| About this task |
Below is a block of records; reproduce all of them exactly and leave out any pictures.

(Beginning of Information)

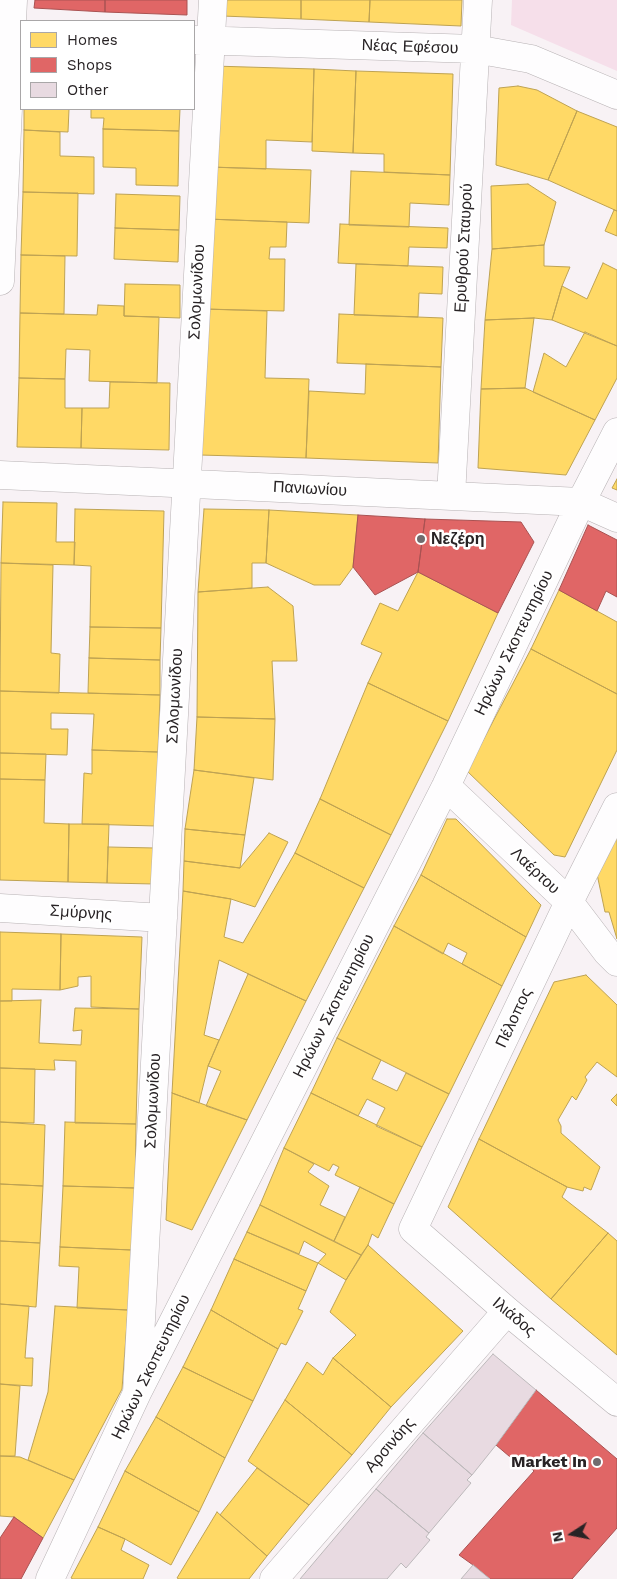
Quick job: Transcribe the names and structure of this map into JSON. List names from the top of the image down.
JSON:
{
  "streets": {
    "street": [
      "Νέας Εφέσου",
      "Ερυθρού Σταυρού",
      "Σολομωνίδου",
      "Πανιωνίου",
      "Ηρώων Σκοπευτηρίου",
      "Λαέρτου",
      "Σμύρνης",
      "Πέλοπος",
      "Ιλιάδος",
      "Αρσινόης"
    ]
  },
  "crossings": [
    ["Νέας Εφέσου", "Ερυθρού Σταυρού"],
    ["Νέας Εφέσου", "Σολομωνίδου"],
    ["Ερυθρού Σταυρού", "Πανιωνίου"],
    ["Σολομωνίδου", "Πανιωνίου"],
    ["Σολομωνίδου", "Ηρώων Σκοπευτηρίου"],
    ["Σολομωνίδου", "Σμύρνης"],
    ["Πανιωνίου", "Ηρώων Σκοπευτηρίου"],
    ["Ηρώων Σκοπευτηρίου", "Λαέρτου"],
    ["Λαέρτου", "Πέλοπος"],
    ["Πέλοπος", "Ιλιάδος"],
    ["Ιλιάδος", "Αρσινόης"]
  ],
  "places": ["Νεζέρη", "Market In"],
  "legend": ["Homes", "Shops", "Other"],
  "north": "left"
}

(End of Information)

| Task output |
Quick job: Transcribe the names and structure of this map into JSON. List names from the top of the image down.
JSON:
{
  "streets": {
    "street": [
      "Νέας Εφέσου",
      "Ερυθρού Σταυρού",
      "Σολομωνίδου",
      "Πανιωνίου",
      "Ηρώων Σκοπευτηρίου",
      "Λαέρτου",
      "Σμύρνης",
      "Πέλοπος",
      "Ιλιάδος",
      "Αρσινόης"
    ]
  },
  "crossings": [
    ["Νέας Εφέσου", "Ερυθρού Σταυρού"],
    ["Νέας Εφέσου", "Σολομωνίδου"],
    ["Ερυθρού Σταυρού", "Πανιωνίου"],
    ["Σολομωνίδου", "Πανιωνίου"],
    ["Σολομωνίδου", "Ηρώων Σκοπευτηρίου"],
    ["Σολομωνίδου", "Σμύρνης"],
    ["Πανιωνίου", "Ηρώων Σκοπευτηρίου"],
    ["Ηρώων Σκοπευτηρίου", "Λαέρτου"],
    ["Λαέρτου", "Πέλοπος"],
    ["Πέλοπος", "Ιλιάδος"],
    ["Ιλιάδος", "Αρσινόης"]
  ],
  "places": ["Νεζέρη", "Market In"],
  "legend": ["Homes", "Shops", "Other"],
  "north": "left"
}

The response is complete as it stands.